Starktober 17: Slayground

Every good series needs at least one tour de force, to give the creator room to show off. For the Parker novels, that's Slayground: the fourteenth book (and the second one published in 1971, after Deadly Edge), which takes place almost entirely during one twenty-four hour period in one place.

Further underlining Stark's love for formal experimentation, Slayground also shares a first chapter -- the two are nearly identical, except for details of viewpoint -- with the Grofield novel The Blackbird, published two years before. That chapter sets up the armored-car heist that goes wrong when their driver panics, and sets Parker on the run in a deserted section of some unnamed town. (Grofield, by the way, was knocked unconscious, and The Blackbird follows his very different subsequent adventures.)

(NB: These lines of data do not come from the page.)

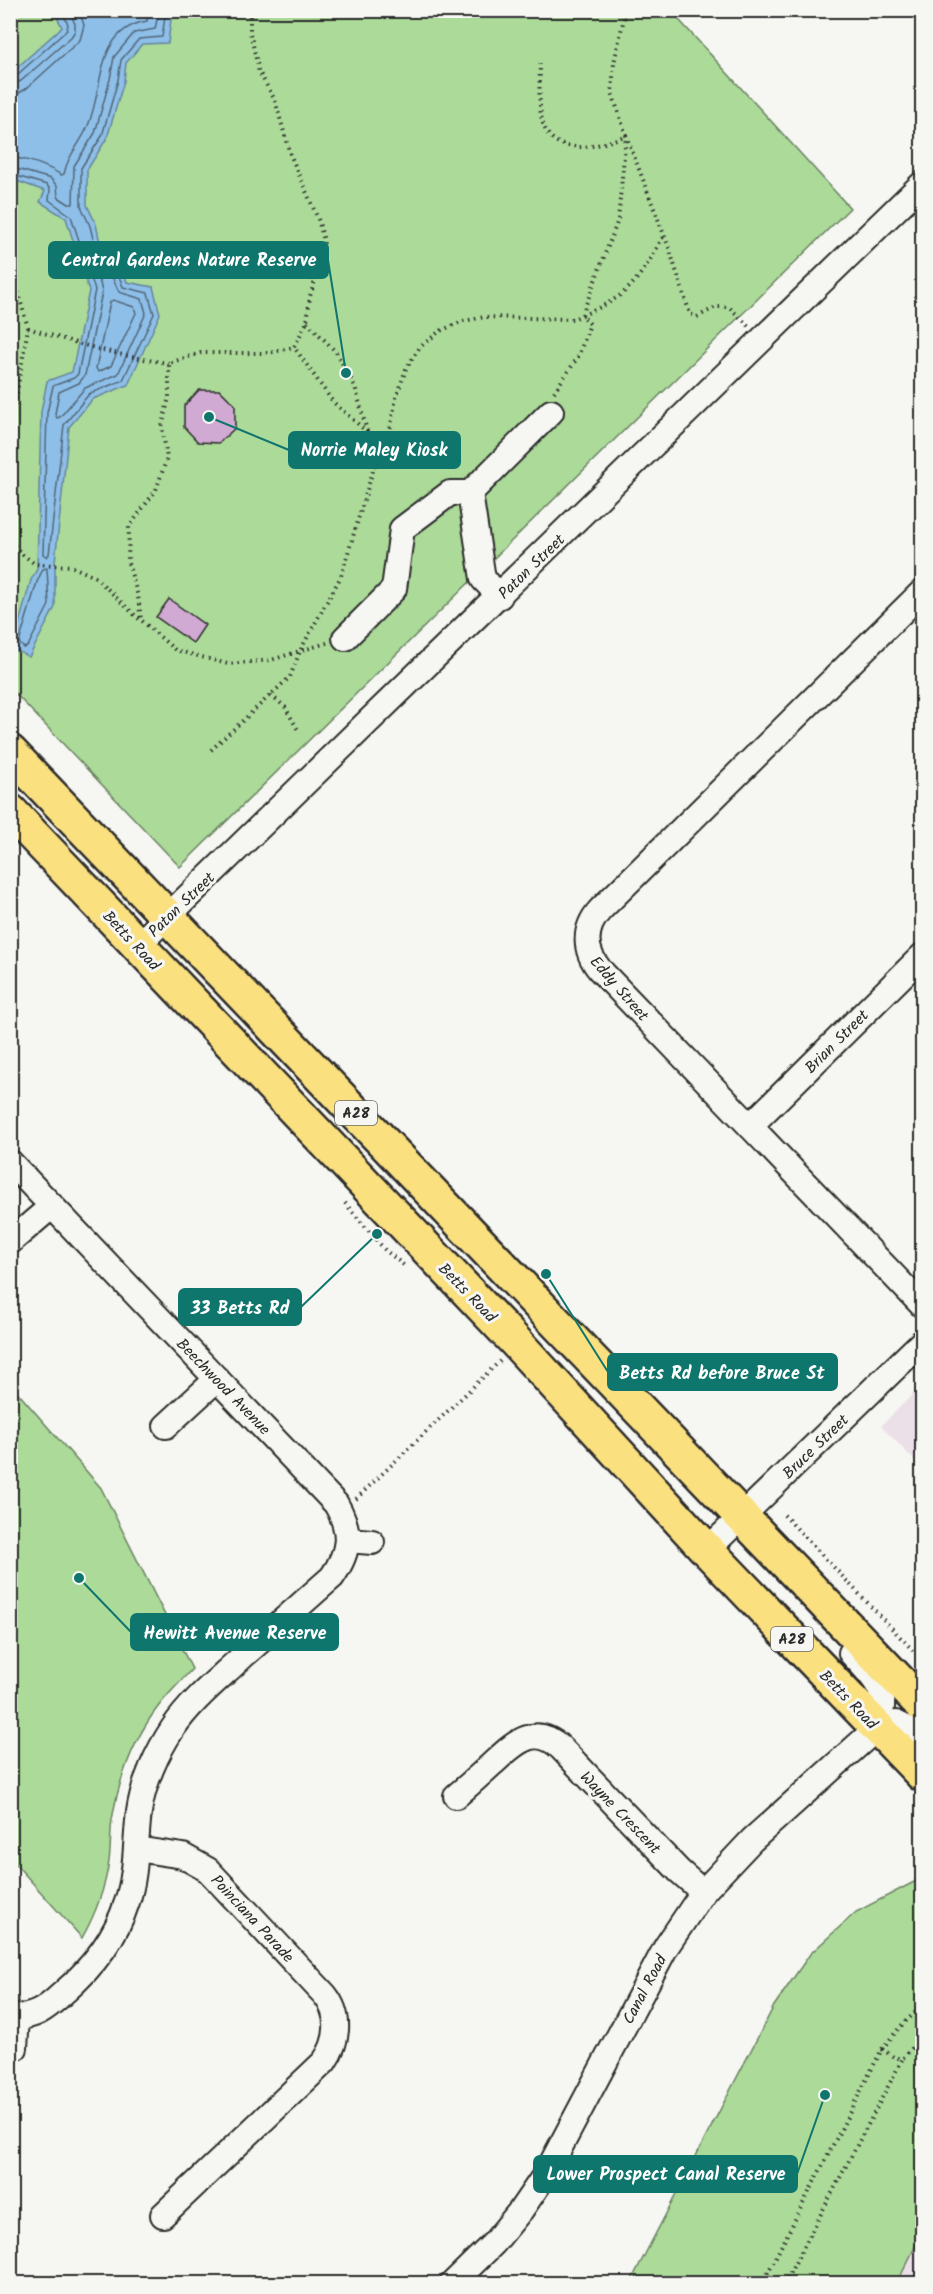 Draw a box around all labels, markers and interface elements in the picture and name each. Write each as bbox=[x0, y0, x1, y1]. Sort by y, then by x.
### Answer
callout: Central Gardens Nature Reserve bbox=[49, 242, 328, 278]
text: Central Gardens Nature Reserve bbox=[62, 247, 317, 276]
callout: Norrie Maley Kiosk bbox=[289, 432, 460, 468]
text: Norrie Maley Kiosk bbox=[301, 437, 448, 466]
street label: Paton Street bbox=[493, 528, 572, 606]
street label: Paton Street bbox=[143, 866, 222, 944]
street label: Betts Road bbox=[96, 905, 166, 978]
street label: Eddy Street bbox=[583, 951, 655, 1028]
street label: Brian Street bbox=[799, 1004, 876, 1080]
road number: A28 bbox=[335, 1101, 377, 1125]
street label: Betts Road bbox=[432, 1257, 503, 1329]
callout: 33 Betts Rd bbox=[179, 1289, 301, 1325]
text: 33 Betts Rd bbox=[190, 1295, 290, 1324]
street label: Beechwood Avenue bbox=[170, 1333, 276, 1441]
callout: Betts Rd before Bruce St bbox=[608, 1354, 837, 1390]
text: Betts Rd before Bruce St bbox=[619, 1360, 826, 1389]
street label: Bruce Street bbox=[777, 1408, 856, 1485]
callout: Hewitt Avenue Reserve bbox=[131, 1614, 338, 1650]
text: Hewitt Avenue Reserve bbox=[144, 1620, 327, 1649]
road number: A28 bbox=[771, 1627, 813, 1651]
street label: Betts Road bbox=[813, 1664, 884, 1736]
street label: Wayne Crescent bbox=[574, 1766, 667, 1861]
street label: Poinciana Parade bbox=[204, 1869, 300, 1969]
street label: Canal Road bbox=[617, 1950, 675, 2029]
callout: Lower Prospect Canal Reserve bbox=[534, 2156, 797, 2192]
text: Lower Prospect Canal Reserve bbox=[546, 2161, 786, 2190]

The only plausible place to go to ground is the Fun Island amusement park, closed up for the winter, around which their escape route looped. And it's just Parker's continued bad luck that he leaps over the fence into Fun Island's entrance plaza just in time to see two hoods giving a payoff to two cops. They learn quickly that Parker's the one who took the loot from the car, just as he quickly learns that there's only one way in or out of Fun Island: past those four men with guns.

So Parker searches, and fortifies, and sets traps, and prepares. He knows they'll come in after him, under cover of dark if not before. There may be more than just the four of them -- mobsters tend to run in packs, even if the crooked cops aren't likely to report him or call in reinforcements -- but he thinks he can be sneakier and smarter and quieter and more vicious than they are, and get away in the end. And he's ready when they do come into the park that evening.

He doesn't count on losing his gun. He doesn't count on getting wet and chilled. He doesn't count on falling asleep, even in a relatively safe, secure place, and waking up to find the local mob boss with overwhelming reinforcements in the middle of the park. But he does count on getting out alive, and never bet against Parker doing what he sets out to do.

Slayground is a great novel to introduce new readers to Parker: it stands alone, as all of his novels do, but it's easier to describe than most of his heists and has a unique cinematic power from its location and condensed time-frame. If you don't want to just hand someone the first book, The Hunter, this would be a great choice.